Youngest son hasn’t gone back to sleeping in his room yet, he doesn’t trust enough to be that far away from our ‘safe’ area, the hallway at the centre of the house. My daughter in the army – her life hasn’t gone back to ‘normal,’ and probably won’t for a while yet, whatever happens.
My older daughter here in Israel treats trauma victims – among other things – so she is one of the few people who work in the area who’s busier at this time than during more peaceful times. It’s pretty rough, and there isn’t anyone (as far as I know) who treats her — and she is living in Sderot, under at least as much direct fire as we are.
So all-in-all I’m not feeling all comfortable and relaxed. Obviously waiting and hoping and praying that the situation remains quiet and calm. Also waiting and hoping and praying for a real end to the state of living in fear of our lives constantly – rockets, mortars, people managing to sneak through the fence to commit terror attacks. These are things that we live with here even when we aren’t in the middle of a ‘war.’
There’s a threshold. I think anyone who lives here long enough senses it. One rocket, or two, or even two a day, doesn’t constitute a ‘war,’ it is just daily life here in the Gaza periphery. When the rockets step up, and it is several a day, more than ten a week, we start watching the skies, wondering if and/or when the government will do something to protect us, because it is no longer ‘just a couple of rockets.’
What kind of crazy is it that can say it’s just a couple of rockets, when any one of them can blow up a kindergarten full of children, and in fact that is just what they are trying to do? ‘Just a couple of rockets.’
‘Just a couple of rockets’ turns into ‘things are heating up at the border fence.’ A group of soldiers on patrol find an i.e.d., a bomb placed where it will injure or kill them – hopefully with their eyes, and not by it blowing up. I’m not saying that soldiers aren’t fair targets, in a war, I’m saying that this is the way it escalates. First the rockets. Then a bomb, or someone firing a mortar at some poor guy who is only trying to harvest his carrots, or watermelon, or sunflowers. Someone gets hurt. Perhaps the government makes a threatening statement. There are more rockets. Several in a day. We think twice about leaving the house, going shopping for food, getting ice cream. We don’t take the dogs for walks, or if we do they end as soon as there is a ‘boom,’ because the dog runs home as fast as her little legs can carry her.

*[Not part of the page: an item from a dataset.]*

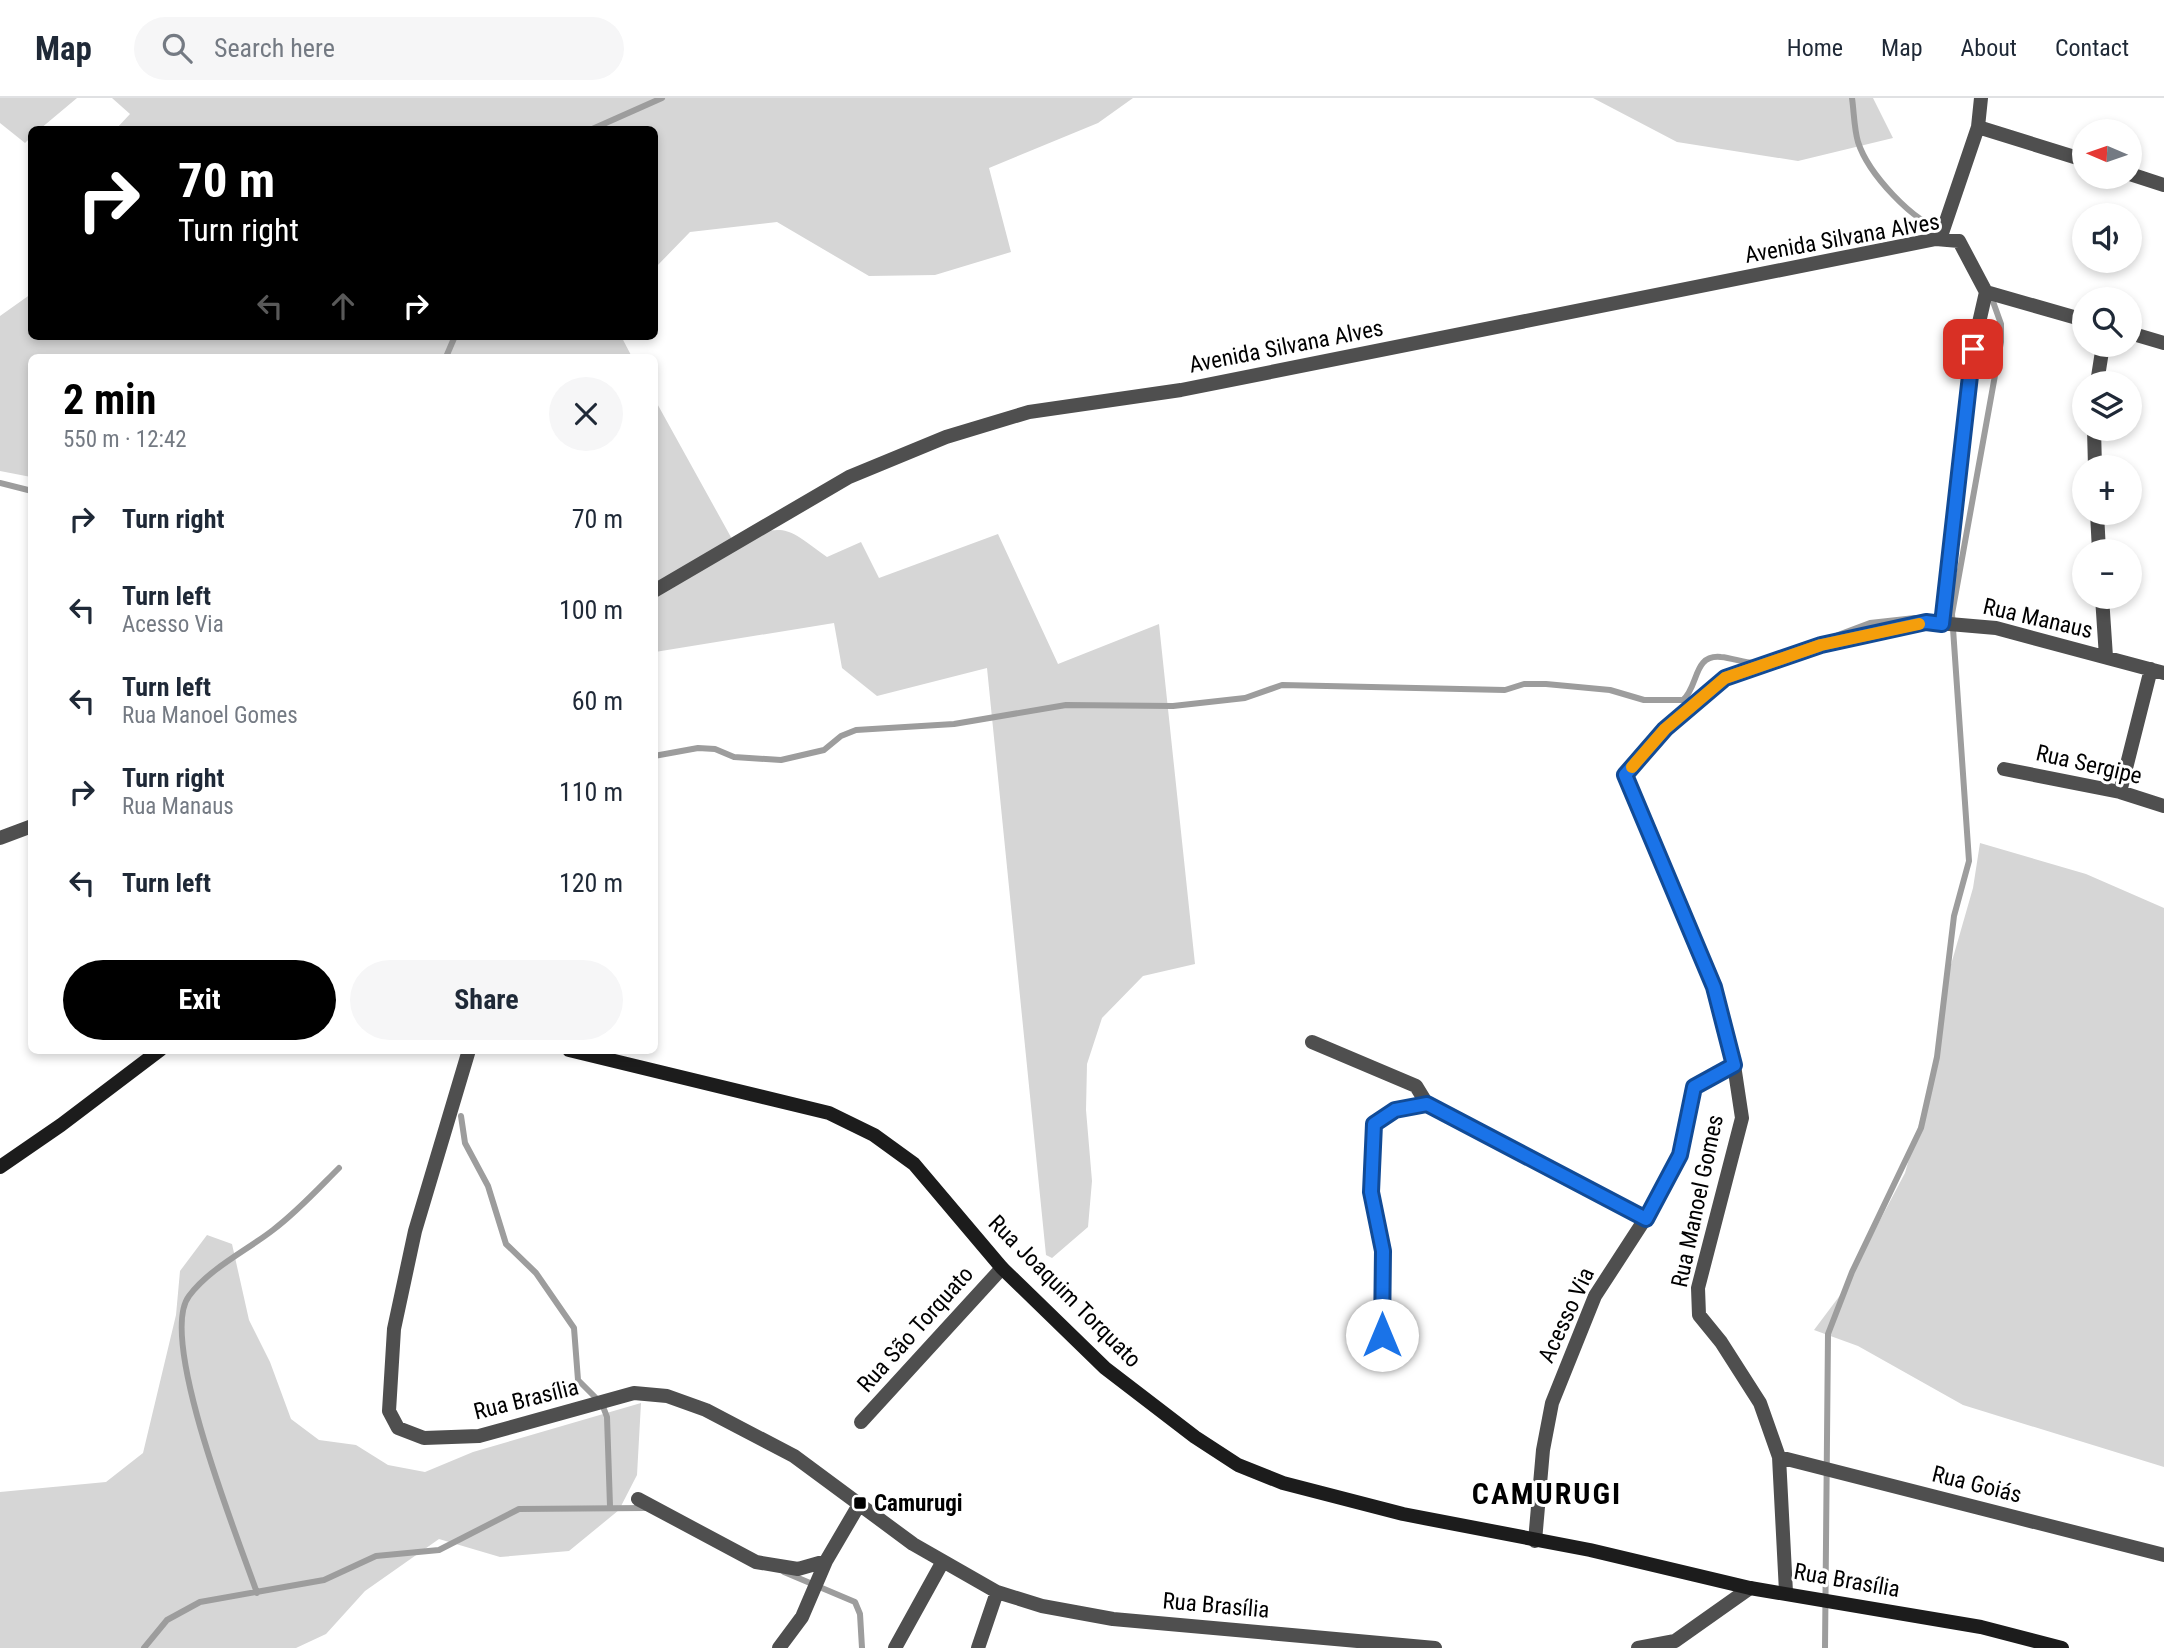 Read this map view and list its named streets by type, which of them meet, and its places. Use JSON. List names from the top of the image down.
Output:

It’s still not enough, though. We have to wait. We have to wait a week, two, three weeks, as the rocket attacks increase, as tensions grow and perhaps some poor old woman in Be’er Sheva or Ashkelon is injured or killed. By the grace of the almighty, no one on our moshav has been injured yet or killed, but it is simply the best possible luck. There are more rocket attacks, and perhaps the IDF send up some helicopter gun ships or planes to fire at the people launching rockets at us.
The level of rocket fire increases. The first Gazan casualties gives them free rein, and suddenly the rockets are raining down on Rishon L’Tzion, and Ashdod, and Beit Shemesh. This is an interesting sort of situation, in which the rocket fire on our little community slackens, and while the rest of the country is getting hit with one or two rockets at each location, our incoming rocket fire drops to one or two a day. I feel guilty about being grateful, and of course I know that a rocket in a city is going to do more damage, and endanger more people than anything here. But … for a day or two we get a bit of a break.
It doesn’t last.
And so it goes. By the time the IDF is mobilized, and the world notices that we are in a shooting war, we’ve already been being bombed for weeks, or maybe even months. We’ve already spent so much time worrying about the bombing and when and whether and IF we are going to get any protection – that the heavier rocket fire when the war starts is – well, it’s still really scary, but I know I breathe a little easier because at least we (Israel) are doing *something.*
There is a similar progressing when things ‘wind down.’ I can’t count which ‘cease fire’ this is. Fourth? Fifth? Like I wrote above, it is the first one in which the firing actually stopped. One or two rockets fired at our tiny little moshav don’t count apparently, as violating the ‘cease fire.’
So – I’m not complaining. I am grateful that it is actually quiet. I think I’m a bit jumpier waiting for the other shoe to drop is all.
It’s after 4am now. I am going to try to get some sleep. The problem with a 72-hour ceasefire? I only start to begin to relax by the time it is over, and then the shooting starts up again. A few rounds of that, and I start to think I will never be able to relax again.
Well, have a good night and sweet dreams.